WORK TO BE COMPLETED —
Determine the number of lines in the data that contain "fabs". Answer with that number only.

THE RECORDS —
::::::
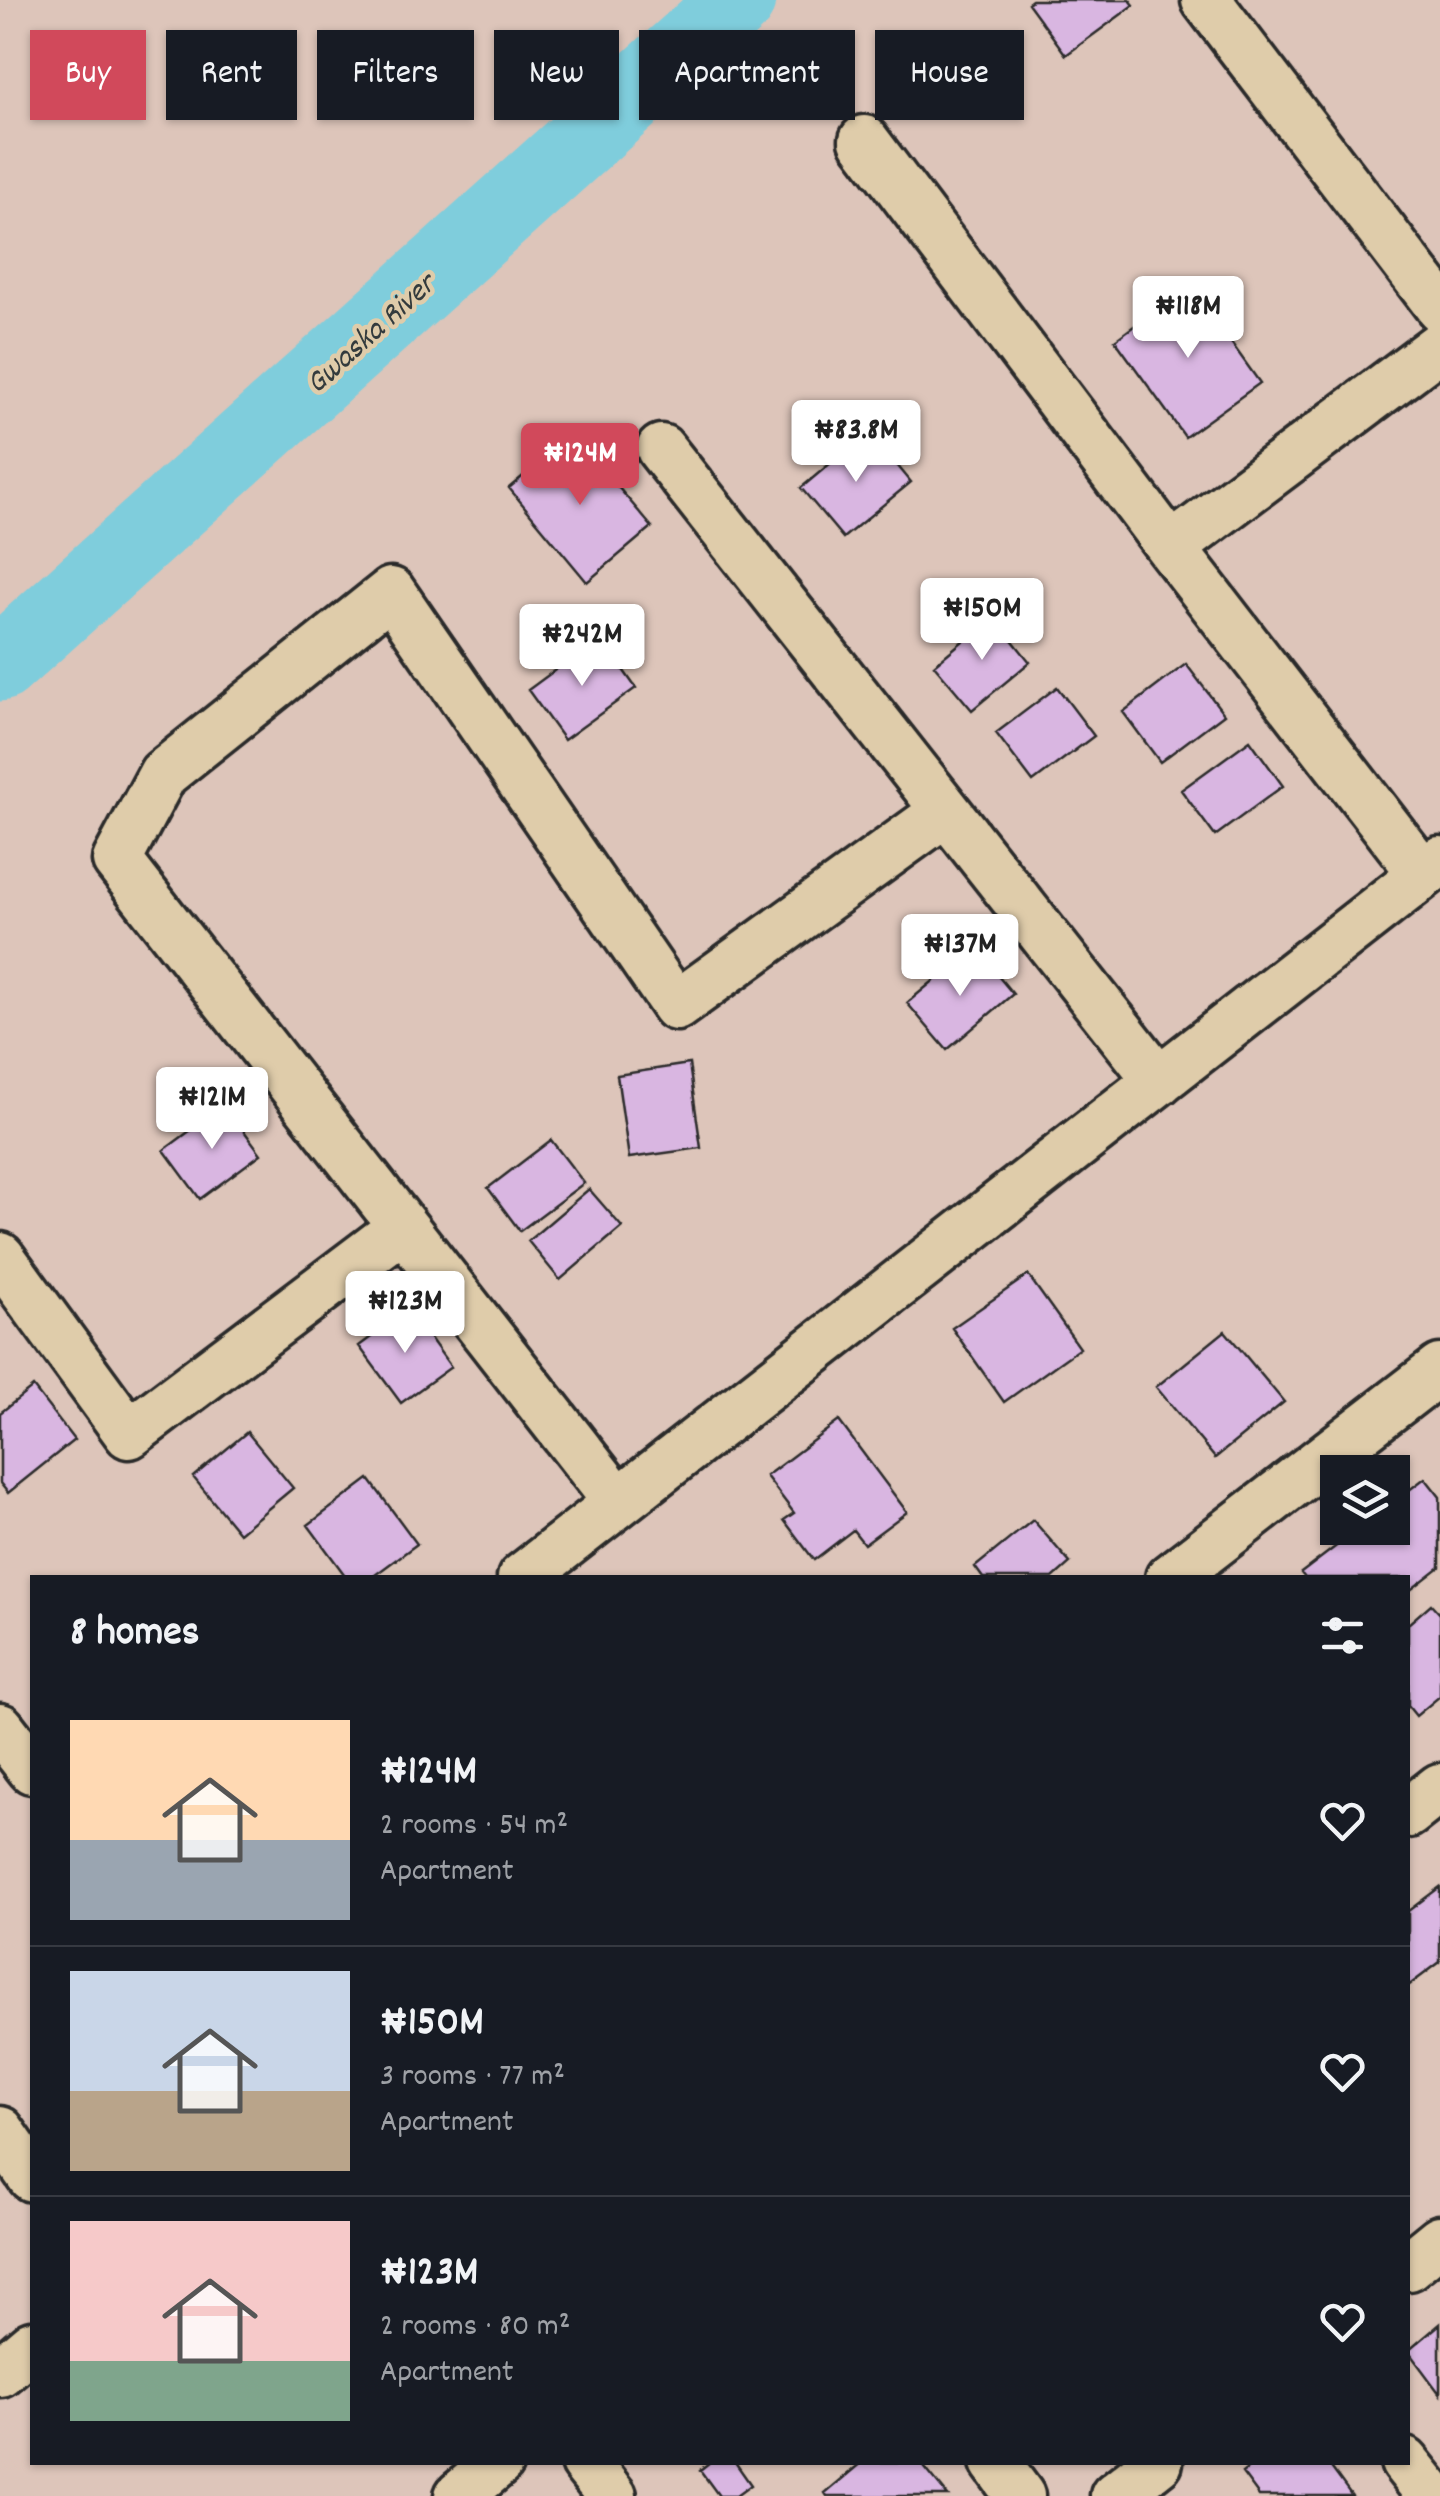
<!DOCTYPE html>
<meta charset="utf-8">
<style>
body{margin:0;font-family:Dekko,sans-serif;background:#242831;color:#f1f3f6;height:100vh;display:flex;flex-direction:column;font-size:38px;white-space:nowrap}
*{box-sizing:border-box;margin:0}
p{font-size:32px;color:#9ea1a6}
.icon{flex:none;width:55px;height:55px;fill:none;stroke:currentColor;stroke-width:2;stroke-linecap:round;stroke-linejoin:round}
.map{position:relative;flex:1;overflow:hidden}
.side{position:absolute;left:30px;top:1575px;width:1380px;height:890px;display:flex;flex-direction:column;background:#171b24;border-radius:0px;box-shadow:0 2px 8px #0004}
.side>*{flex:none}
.top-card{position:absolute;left:30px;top:30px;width:1380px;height:90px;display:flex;gap:20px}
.fabs{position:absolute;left:1320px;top:1455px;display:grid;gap:20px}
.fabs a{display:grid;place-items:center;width:90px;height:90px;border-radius:0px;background:#171b24;box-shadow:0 2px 8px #0004;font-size:50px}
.price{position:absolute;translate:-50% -85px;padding:0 22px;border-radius:10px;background:#fff;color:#222;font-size:32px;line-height:65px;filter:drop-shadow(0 2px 5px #0008)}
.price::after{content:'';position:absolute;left:50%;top:60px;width:30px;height:22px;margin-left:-15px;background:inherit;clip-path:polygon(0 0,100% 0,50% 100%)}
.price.on{background:#d1495b;color:#fff}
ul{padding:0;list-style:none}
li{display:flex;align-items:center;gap:30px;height:250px;padding:0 40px}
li+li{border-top:2px solid #363941}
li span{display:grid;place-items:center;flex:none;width:280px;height:200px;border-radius:0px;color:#555}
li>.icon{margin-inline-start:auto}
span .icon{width:120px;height:120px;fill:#fffc;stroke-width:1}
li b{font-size:42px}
h2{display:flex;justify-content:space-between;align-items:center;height:120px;padding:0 40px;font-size:42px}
.chip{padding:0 35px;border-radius:0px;background:#171b24;box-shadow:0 2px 8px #0004;font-size:35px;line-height:90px}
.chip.on{background:#d1495b;color:#fff}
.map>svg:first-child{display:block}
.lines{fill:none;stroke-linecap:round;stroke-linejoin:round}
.river{stroke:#7fcddc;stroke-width:75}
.building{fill:#d9b6e1;stroke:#2b2b2b;stroke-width:2.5}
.minor-casing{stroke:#2b2b2b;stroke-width:55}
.minor{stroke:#dfccaa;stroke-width:48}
.labels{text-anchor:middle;stroke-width:9;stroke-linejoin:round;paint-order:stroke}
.water-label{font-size:32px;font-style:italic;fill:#333b3d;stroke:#dfccaa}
</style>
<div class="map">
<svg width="1440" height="2496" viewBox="0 0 1440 2496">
<rect width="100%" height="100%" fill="#ddc5ba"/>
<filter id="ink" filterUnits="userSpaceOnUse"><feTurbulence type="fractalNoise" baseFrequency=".01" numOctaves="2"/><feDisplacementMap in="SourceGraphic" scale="20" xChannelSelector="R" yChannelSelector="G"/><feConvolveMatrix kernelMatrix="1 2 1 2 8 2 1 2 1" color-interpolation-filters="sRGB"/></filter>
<g filter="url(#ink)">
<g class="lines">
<path class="river" d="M0,664L738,0"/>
</g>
<path class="building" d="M1032,0H1130L1134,5L1066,55L1028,3Z
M1190,285L1260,383L1185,437L1115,340Z
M869,431L911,482L843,538L801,488Z
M573,434L652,527L587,582L509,488Z
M993,616L1030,662L972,710L934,665Z
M600,637L636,688L564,740L528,690Z
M1186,664L1224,714L1160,762L1123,712Z
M1057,687L1094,736L1033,782L996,733Z
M1250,740L1283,786L1215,836L1181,790Z
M974,947L1013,994L947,1050L907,1003Z
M689,1064L701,1148L629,1158L617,1075Z
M225,1105L261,1154L200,1199L164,1150Z
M551,1140L584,1183L520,1231L488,1188Z
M589,1189L622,1227L560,1280L528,1241Z
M1028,1275L1080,1348L1004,1402L952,1328Z
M409,1309L451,1367L401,1403L359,1346Z
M1225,1331L1284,1402L1215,1458L1156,1387Z
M33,1387L74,1440L8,1493L0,1483V1413Z
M839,1421L907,1512L864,1544L853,1530L814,1560L784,1520L794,1513L766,1476Z
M247,1432L293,1488L239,1533L193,1477Z
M1425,1478L1440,1497V1567L1408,1592V1578H1305L1301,1573L1360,1528H1392V1503Z
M369,1479L417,1544L371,1578H347L308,1525Z
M1033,1520L1070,1563L1053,1578H983L975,1567Z
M1431,1604L1440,1614V1696L1416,1716L1408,1706V1624Z
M1440,1887V1962L1408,1986V1911Z
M1440,2324V2394L1408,2351Z
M710,2462H735L751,2485L736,2496H719L700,2470Z
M862,2462H920L948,2496H827L825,2493Z
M1256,2462H1327L1352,2496H1259L1242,2473Z"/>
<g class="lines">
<g class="minor-casing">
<path id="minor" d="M1206,0L1440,307
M864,140L1171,548L1423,874
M661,449L1159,1081
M1171,548L1440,346
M0,1257L129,1434L403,1227
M618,1502L117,860L163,774L391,592L676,1006L946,811
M522,1578L1440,861
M1170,1578L1440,1369
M0,1728L32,1769
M1408,1813L1440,1788
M0,2131L32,2177
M1408,2266L1440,2240
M0,2372L32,2345
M585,2462L612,2496
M995,2462L1020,2496
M1405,2462L1432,2496
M459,2496L499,2462
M1115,2496L1158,2462"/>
</g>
<use href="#minor" class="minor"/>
</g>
</g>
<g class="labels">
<g class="water-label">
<text transform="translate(369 332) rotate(-42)" y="11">Gwaska River</text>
</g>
</g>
</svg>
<div class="fabs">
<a><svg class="icon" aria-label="layers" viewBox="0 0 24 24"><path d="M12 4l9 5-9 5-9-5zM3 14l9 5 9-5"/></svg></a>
</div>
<b class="price" style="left:1188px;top:361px">₦118M</b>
<b class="price" style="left:856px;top:485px">₦83.8M</b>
<b class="price on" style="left:580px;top:508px">₦124M</b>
<b class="price" style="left:982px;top:663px">₦150M</b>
<b class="price" style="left:582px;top:689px">₦242M</b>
<b class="price" style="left:960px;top:999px">₦137M</b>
<b class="price" style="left:212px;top:1152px">₦121M</b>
<b class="price" style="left:405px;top:1356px">₦123M</b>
<div class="top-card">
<a class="chip on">Buy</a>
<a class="chip">Rent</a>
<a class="chip">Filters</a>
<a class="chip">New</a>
<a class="chip">Apartment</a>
<a class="chip">House</a>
</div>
<section class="side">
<h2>8 homes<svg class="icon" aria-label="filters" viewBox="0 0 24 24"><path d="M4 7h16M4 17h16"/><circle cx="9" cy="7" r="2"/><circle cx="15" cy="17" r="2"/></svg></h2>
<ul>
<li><span style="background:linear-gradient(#ffd9b3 60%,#9aa5b1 0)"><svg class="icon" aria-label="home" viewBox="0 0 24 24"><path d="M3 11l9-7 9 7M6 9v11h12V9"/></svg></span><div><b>₦124M</b><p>2 rooms · 54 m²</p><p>Apartment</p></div><svg class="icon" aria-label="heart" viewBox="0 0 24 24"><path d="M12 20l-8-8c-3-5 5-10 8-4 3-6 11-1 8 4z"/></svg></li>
<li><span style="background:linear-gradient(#c9d6e8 60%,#b9a48a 0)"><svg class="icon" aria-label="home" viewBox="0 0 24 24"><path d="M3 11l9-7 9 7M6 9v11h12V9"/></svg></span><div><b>₦150M</b><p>3 rooms · 77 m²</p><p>Apartment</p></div><svg class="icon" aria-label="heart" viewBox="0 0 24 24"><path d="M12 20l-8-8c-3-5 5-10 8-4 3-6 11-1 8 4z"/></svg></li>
<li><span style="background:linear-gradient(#f6c9c9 70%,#7fa58c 0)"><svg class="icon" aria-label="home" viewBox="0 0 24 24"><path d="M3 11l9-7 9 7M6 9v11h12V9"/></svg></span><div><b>₦123M</b><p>2 rooms · 80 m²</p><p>Apartment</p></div><svg class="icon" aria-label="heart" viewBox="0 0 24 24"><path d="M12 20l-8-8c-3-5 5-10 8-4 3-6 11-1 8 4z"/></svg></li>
</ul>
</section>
</div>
::::::
TASK SOLUTION —
3